• [Required action]
Identify and pull out each line of the entries in which "park" occurs.

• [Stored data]
=-=-=

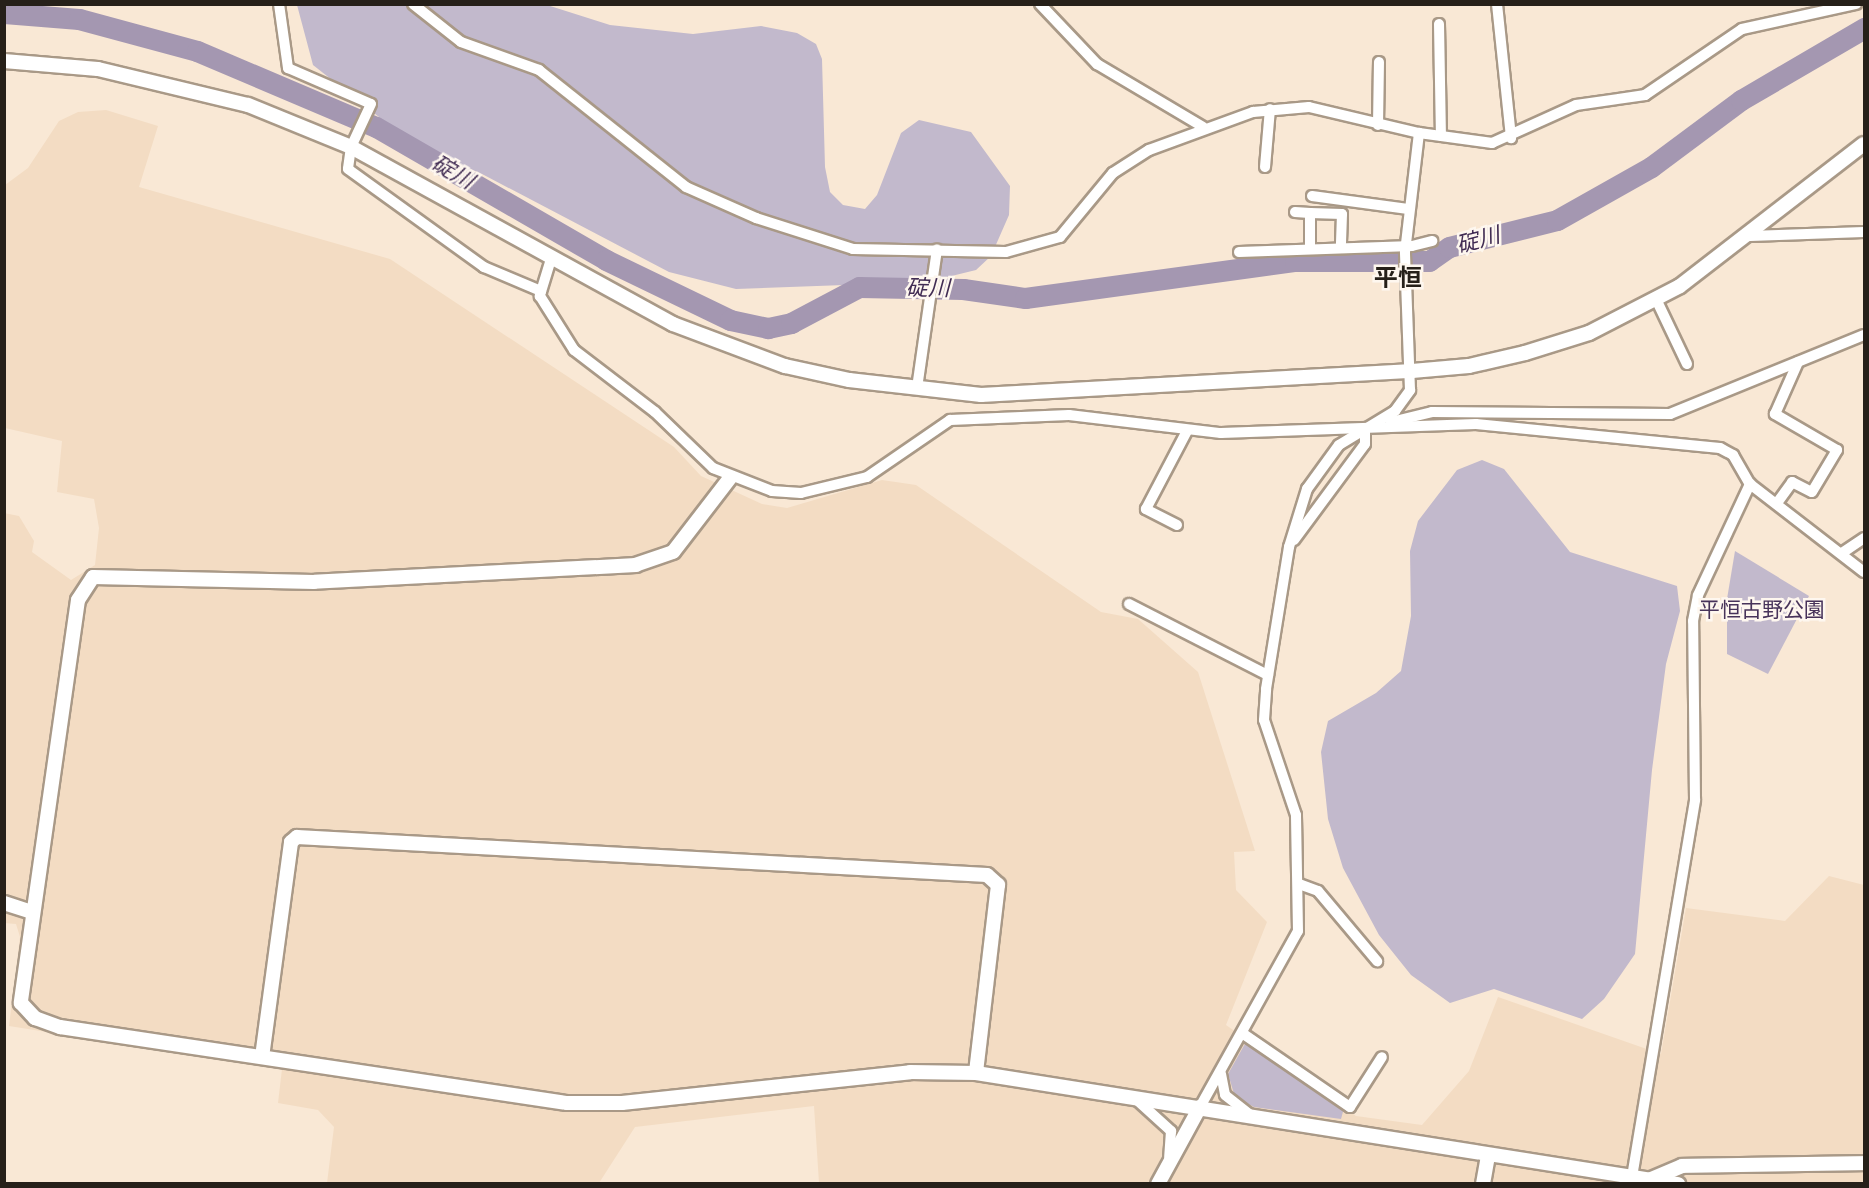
<!DOCTYPE html>
<html>
<head>
<meta charset="utf-8">
<style>
	body { margin:0 }
	#map { position:relative; width:1869px; height:1188px; overflow:hidden; background:#f9e8d5; font-family:"PT Sans","Noto Sans JP",sans-serif }
	div>[style] { position:absolute }
	.built>* { inset:0; background:#f3dcc3 }
	.green>* { inset:0; background:#c2b9cc }
	.river>* { height:21px; margin:-10.5px; padding:0 10.5px; transform-origin:10.5px; border-radius:10.5px; background:#a497b1 }
	.roads { filter:drop-shadow(2px 0 #a99987) drop-shadow(-2px 0 #a99987) drop-shadow(0 2px #a99987) drop-shadow(0 -2px #a99987) }
	.street>* { height:10px; margin:-5px; padding:0 5px; transform-origin:5px; border-radius:5px; background:#fff }
	.secondary>* { height:14px; margin:-7px; padding:0 7px; transform-origin:7px; border-radius:7px; background:#fff }
	span { translate:-50% -50%; white-space:nowrap; text-align:center; line-height:1.15; -webkit-text-stroke:5px #fef7ef; paint-order:stroke }
	.park-label { font-size:21px; color:#47335a }
	.water-label { font-size:22px; color:#412c53; font-style:italic }
	.quarter-label { font-size:24px; color:#262019; font-weight:700 }
	.frame { position:absolute; inset:0; border:6px solid #262019; pointer-events:none }
</style>
</head>
<body>
<div id="map">
	<div class="built">
		<i style="clip-path:polygon(106px 110px,158px 126px,139px 187px,390px 259px,674px 447px,701px 476px,762px 504px,787px 508px,882px 480px,916px 485px,1101px 612px,1138px 619px,1198px 672px,1255px 851px,1234px 852px,1236px 890px,1267px 922px,1226px 1025px,1356px 1116px,1422px 1125px,1469px 1071px,1498px 997px,1661px 1054px,1686px 908px,1785px 921px,1829px 876px,1864px 885px,1864px 1183px,819px 1183px,814px 1106px,635px 1127px,599px 1183px,327px 1183px,334px 1127px,318px 1110px,278px 1103px,282px 1069px,9px 1026px,20px 937px,16px 924px,4px 923px,4px 513px,19px 516px,34px 541px,32px 552px,71px 580px,95px 565px,99px 528px,94px 499px,57px 492px,62px 441px,5px 428px,5px 185px,28px 168px,59px 121px,78px 112px)"></i>
	</div>
	<div class="green">
		<i style="clip-path:polygon(297px 5px,547px 5px,610px 25px,693px 34px,761px 26px,797px 33px,816px 44px,822px 59px,825px 167px,830px 192px,843px 205px,865px 209px,877px 195px,901px 133px,919px 120px,971px 132px,1010px 186px,1009px 215px,991px 256px,976px 270px,927px 282px,736px 289px,669px 272px,484px 175px,412px 143px,313px 65px)"></i>
		<i style="clip-path:polygon(1482px 460px,1504px 469px,1570px 552px,1677px 586px,1680px 611px,1666px 664px,1652px 770px,1635px 954px,1604px 999px,1582px 1019px,1494px 989px,1450px 1003px,1411px 975px,1379px 935px,1343px 868px,1328px 819px,1321px 752px,1328px 721px,1376px 693px,1401px 671px,1411px 616px,1410px 551px,1418px 521px,1457px 470px)"></i>
		<i style="clip-path:polygon(1735px 551px,1809px 596px,1768px 674px,1727px 654px,1727px 599px)"></i>
		<i style="clip-path:polygon(1246px 1042px,1344px 1108px,1341px 1119px,1254px 1107px,1235px 1097px,1228px 1074px)"></i>
	</div>
	<div class="river">
		<i style="left:4px;top:13px;width:75px;rotate:4.6deg"></i>
		<i style="left:79px;top:19px;width:122px;rotate:15.2deg"></i>
		<i style="left:197px;top:51px;width:194px;rotate:23deg"></i>
		<i style="left:376px;top:127px;width:266px;rotate:30deg"></i>
		<i style="left:606px;top:260px;width:138px;rotate:25.8deg"></i>
		<i style="left:730px;top:320px;width:39px;rotate:12deg"></i>
		<i style="left:768px;top:328px;width:24px;rotate:-12deg"></i>
		<i style="left:791px;top:323px;width:77px;rotate:-27.9deg"></i>
		<i style="left:859px;top:287px;width:104px;rotate:1.1deg"></i>
		<i style="left:963px;top:289px;width:63px;rotate:8.3deg"></i>
		<i style="left:1025px;top:298px;width:273px;rotate:-7.8deg"></i>
		<i style="left:1295px;top:261px;width:134px"></i>
		<i style="left:1429px;top:261px;width:24px;rotate:-35deg"></i>
		<i style="left:1449px;top:247px;width:111px;rotate:-14deg"></i>
		<i style="left:1557px;top:220px;width:108px;rotate:-29.4deg"></i>
		<i style="left:1651px;top:167px;width:112px;rotate:-36.7deg"></i>
		<i style="left:1741px;top:100px;width:143px;rotate:-30.3deg"></i>
	</div>
	<div class="roads">
		<div class="street">
			<i style="left:279px;top:4px;width:65px;rotate:82deg"></i>
			<i style="left:288px;top:68px;width:90px;rotate:23.4deg"></i>
			<i style="left:371px;top:104px;width:47px;rotate:114.9deg"></i>
			<i style="left:351px;top:147px;width:22px;rotate:98deg"></i>
			<i style="left:348px;top:169px;width:168px;rotate:35.8deg"></i>
			<i style="left:484px;top:267px;width:62px;rotate:22.8deg"></i>
			<i style="left:413px;top:4px;width:61px;rotate:38.4deg"></i>
			<i style="left:461px;top:42px;width:83px;rotate:19.7deg"></i>
			<i style="left:539px;top:70px;width:188px;rotate:38.5deg"></i>
			<i style="left:686px;top:187px;width:77px;rotate:23.9deg"></i>
			<i style="left:756px;top:218px;width:102px;rotate:17.7deg"></i>
			<i style="left:853px;top:249px;width:153px;rotate:1.1deg"></i>
			<i style="left:1006px;top:252px;width:56px;rotate:-15.5deg"></i>
			<i style="left:1060px;top:237px;width:83px;rotate:-50.4deg"></i>
			<i style="left:1113px;top:173px;width:43px;rotate:-32.6deg"></i>
			<i style="left:1149px;top:150px;width:111px;rotate:-20.1deg"></i>
			<i style="left:1253px;top:112px;width:56px;rotate:-5.1deg"></i>
			<i style="left:1309px;top:107px;width:113px;rotate:13.3deg"></i>
			<i style="left:1419px;top:133px;width:74px;rotate:7.8deg"></i>
			<i style="left:1492px;top:143px;width:92px;rotate:-24.3deg"></i>
			<i style="left:1576px;top:105px;width:70px;rotate:-8.2deg"></i>
			<i style="left:1645px;top:95px;width:117px;rotate:-34.2deg"></i>
			<i style="left:1742px;top:29px;width:117px;rotate:-12.4deg"></i>
			<i style="left:1040px;top:4px;width:83px;rotate:46.5deg"></i>
			<i style="left:1097px;top:64px;width:123px;rotate:30.7deg"></i>
			<i style="left:1497px;top:4px;width:135px;rotate:84deg"></i>
			<i style="left:1439px;top:24px;width:112px;rotate:89deg"></i>
			<i style="left:1378px;top:125px;width:63px;rotate:-89.1deg"></i>
			<i style="left:1265px;top:167px;width:58px;rotate:-85.1deg"></i>
			<i style="left:1312px;top:196px;width:97px;rotate:7.7deg"></i>
			<i style="left:1295px;top:212px;width:15px;rotate:4deg"></i>
			<i style="left:1750px;top:236px;width:114px;rotate:-2deg"></i>
			<i style="left:1310px;top:247px;width:34px;rotate:-90deg"></i>
			<i style="left:1310px;top:213px;width:32px;rotate:2deg"></i>
			<i style="left:1342px;top:214px;width:33px;rotate:92deg"></i>
			<i style="left:1239px;top:252px;width:173px;rotate:-2deg"></i>
			<i style="left:1412px;top:246px;width:21px;rotate:-14deg"></i>
			<i style="left:551px;top:259px;width:39px;rotate:107deg"></i>
			<i style="left:540px;top:296px;width:64px;rotate:57.8deg"></i>
			<i style="left:574px;top:350px;width:102px;rotate:37.4deg"></i>
			<i style="left:655px;top:412px;width:81px;rotate:44deg"></i>
			<i style="left:713px;top:468px;width:63px;rotate:21.3deg"></i>
			<i style="left:772px;top:491px;width:29px;rotate:4deg"></i>
			<i style="left:801px;top:493px;width:68px;rotate:-13.6deg"></i>
			<i style="left:867px;top:477px;width:101px;rotate:-34.5deg"></i>
			<i style="left:950px;top:420px;width:119px;rotate:-2.4deg"></i>
			<i style="left:1069px;top:415px;width:153px;rotate:6.8deg"></i>
			<i style="left:1221px;top:433px;width:255px;rotate:-2deg"></i>
			<i style="left:1476px;top:424px;width:245px;rotate:5.6deg"></i>
			<i style="left:1720px;top:448px;width:15px;rotate:28deg"></i>
			<i style="left:1733px;top:455px;width:34px;rotate:60deg"></i>
			<i style="left:1750px;top:484px;width:144px;rotate:37.7deg"></i>
			<i style="left:1656px;top:299px;width:72px;rotate:64.5deg"></i>
			<i style="left:917px;top:388px;width:140px;rotate:-81.8deg"></i>
			<i style="left:1391px;top:422px;width:42px;rotate:-13.7deg"></i>
			<i style="left:1432px;top:412px;width:238px;rotate:0.5deg"></i>
			<i style="left:1670px;top:414px;width:209px;rotate:-22.2deg"></i>
			<i style="left:1777px;top:503px;width:26px;rotate:-54deg"></i>
			<i style="left:1792px;top:482px;width:22px;rotate:27deg"></i>
			<i style="left:1812px;top:492px;width:49px;rotate:-59.2deg"></i>
			<i style="left:1837px;top:450px;width:72px;rotate:-149.9deg"></i>
			<i style="left:1775px;top:414px;width:57px;rotate:-66.1deg"></i>
			<i style="left:1177px;top:525px;width:35px;rotate:-153deg"></i>
			<i style="left:1146px;top:509px;width:88px;rotate:-62.3deg"></i>
			<i style="left:1294px;top:540px;width:119px;rotate:-53.5deg"></i>
			<i style="left:1365px;top:444px;width:14px;rotate:-90deg"></i>
			<i style="left:1842px;top:553px;width:27px;rotate:-34deg"></i>
			<i style="left:1129px;top:604px;width:156px;rotate:27.1deg"></i>
			<i style="left:1299px;top:884px;width:20px;rotate:20deg"></i>
			<i style="left:1318px;top:891px;width:92px;rotate:49.9deg"></i>
			<i style="left:1242px;top:1033px;width:131px;rotate:34.4deg"></i>
			<i style="left:1350px;top:1107px;width:59px;rotate:-57.4deg"></i>
			<i style="left:1221px;top:1074px;width:21px;rotate:79deg"></i>
			<i style="left:1225px;top:1095px;width:31px;rotate:38deg"></i>
			<i style="left:1138px;top:1101px;width:45px;rotate:42.3deg"></i>
			<i style="left:1171px;top:1131px;width:26px;rotate:94deg"></i>
			<i style="left:1200px;top:1107px;width:201px;rotate:-60.9deg"></i>
			<i style="left:1298px;top:931px;width:116px;rotate:-91deg"></i>
			<i style="left:1296px;top:815px;width:100px;rotate:-108.6deg"></i>
			<i style="left:1264px;top:720px;width:31px;rotate:-86deg"></i>
			<i style="left:1266px;top:689px;width:144px;rotate:-80.8deg"></i>
			<i style="left:1289px;top:547px;width:61px;rotate:-72.8deg"></i>
			<i style="left:1307px;top:489px;width:54px;rotate:-54deg"></i>
			<i style="left:1339px;top:445px;width:66px;rotate:-31.3deg"></i>
			<i style="left:1395px;top:411px;width:26px;rotate:-54deg"></i>
			<i style="left:1410px;top:390px;width:138px;rotate:-92.1deg"></i>
			<i style="left:1405px;top:252px;width:120px;rotate:-83.3deg"></i>
			<i style="left:1632px;top:1177px;width:382px;rotate:-80.5deg"></i>
			<i style="left:1695px;top:800px;width:179px;rotate:-90.6deg"></i>
			<i style="left:1693px;top:621px;width:26px;rotate:-79deg"></i>
			<i style="left:1698px;top:595px;width:123px;rotate:-64.9deg"></i>
		</div>
		<div class="secondary">
			<i style="left:4px;top:61px;width:94px;rotate:4.9deg"></i>
			<i style="left:98px;top:69px;width:154px;rotate:13.5deg"></i>
			<i style="left:248px;top:105px;width:111px;rotate:22.2deg"></i>
			<i style="left:351px;top:147px;width:367px;rotate:28.8deg"></i>
			<i style="left:673px;top:324px;width:120px;rotate:20.6deg"></i>
			<i style="left:785px;top:366px;width:66px;rotate:12.3deg"></i>
			<i style="left:849px;top:380px;width:133px;rotate:6.5deg"></i>
			<i style="left:981px;top:395px;width:432px;rotate:-3.2deg"></i>
			<i style="left:1412px;top:371px;width:57px;rotate:-5deg"></i>
			<i style="left:1469px;top:366px;width:57px;rotate:-13.1deg"></i>
			<i style="left:1525px;top:353px;width:67px;rotate:-17.4deg"></i>
			<i style="left:1589px;top:333px;width:102px;rotate:-27.3deg"></i>
			<i style="left:1680px;top:286px;width:232px;rotate:-37.7deg"></i>
			<i style="left:730px;top:478px;width:93px;rotate:127.6deg"></i>
			<i style="left:673px;top:552px;width:39px;rotate:161deg"></i>
			<i style="left:636px;top:565px;width:322px;rotate:177deg"></i>
			<i style="left:314px;top:582px;width:221px;rotate:-178.7deg"></i>
			<i style="left:93px;top:577px;width:27px;rotate:123deg"></i>
			<i style="left:78px;top:600px;width:407px;rotate:98.1deg"></i>
			<i style="left:21px;top:1003px;width:21px;rotate:47deg"></i>
			<i style="left:35px;top:1018px;width:27px;rotate:20deg"></i>
			<i style="left:60px;top:1027px;width:513px;rotate:8.53deg"></i>
			<i style="left:567px;top:1103px;width:55px"></i>
			<i style="left:622px;top:1103px;width:290px;rotate:-6.1deg"></i>
			<i style="left:910px;top:1072px;width:66px;rotate:0.9deg"></i>
			<i style="left:976px;top:1073px;width:711px;rotate:8.99deg"></i>
			<i style="left:4px;top:903px;width:28px;rotate:18deg"></i>
			<i style="left:262px;top:1057px;width:217px;rotate:-82.3deg"></i>
			<i style="left:291px;top:842px;width:8px;rotate:-40deg"></i>
			<i style="left:297px;top:837px;width:691px;rotate:3.15deg"></i>
			<i style="left:987px;top:875px;width:15px;rotate:42deg"></i>
			<i style="left:998px;top:885px;width:189px;rotate:96.7deg"></i>
			<i style="left:1649px;top:1180px;width:36px;rotate:-23deg"></i>
			<i style="left:1682px;top:1166px;width:182px;rotate:-0.9deg"></i>
			<i style="left:1158px;top:1184px;width:88px;rotate:-61.4deg"></i>
			<i style="left:1483px;top:1184px;width:28px;rotate:-80deg"></i>
		</div>
	</div>
	<div class="park-label">
		<span style="left:1762px;top:610px">平恒古野公園</span>
	</div>
	<div class="water-label">
		<span style="left:453px;top:172px;rotate:30deg">碇川</span>
		<span style="left:1478px;top:240px;rotate:-15deg">碇川</span>
		<span style="left:928px;top:288px;rotate:1deg">碇川</span>
	</div>
	<div class="quarter-label">
		<span style="left:1398px;top:278px">平恒</span>
	</div>
	<div class="frame"></div>
</div>
</body>
</html>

=-=-=

• [Answer]
	.park-label { font-size:21px; color:#47335a }
	<div class="park-label">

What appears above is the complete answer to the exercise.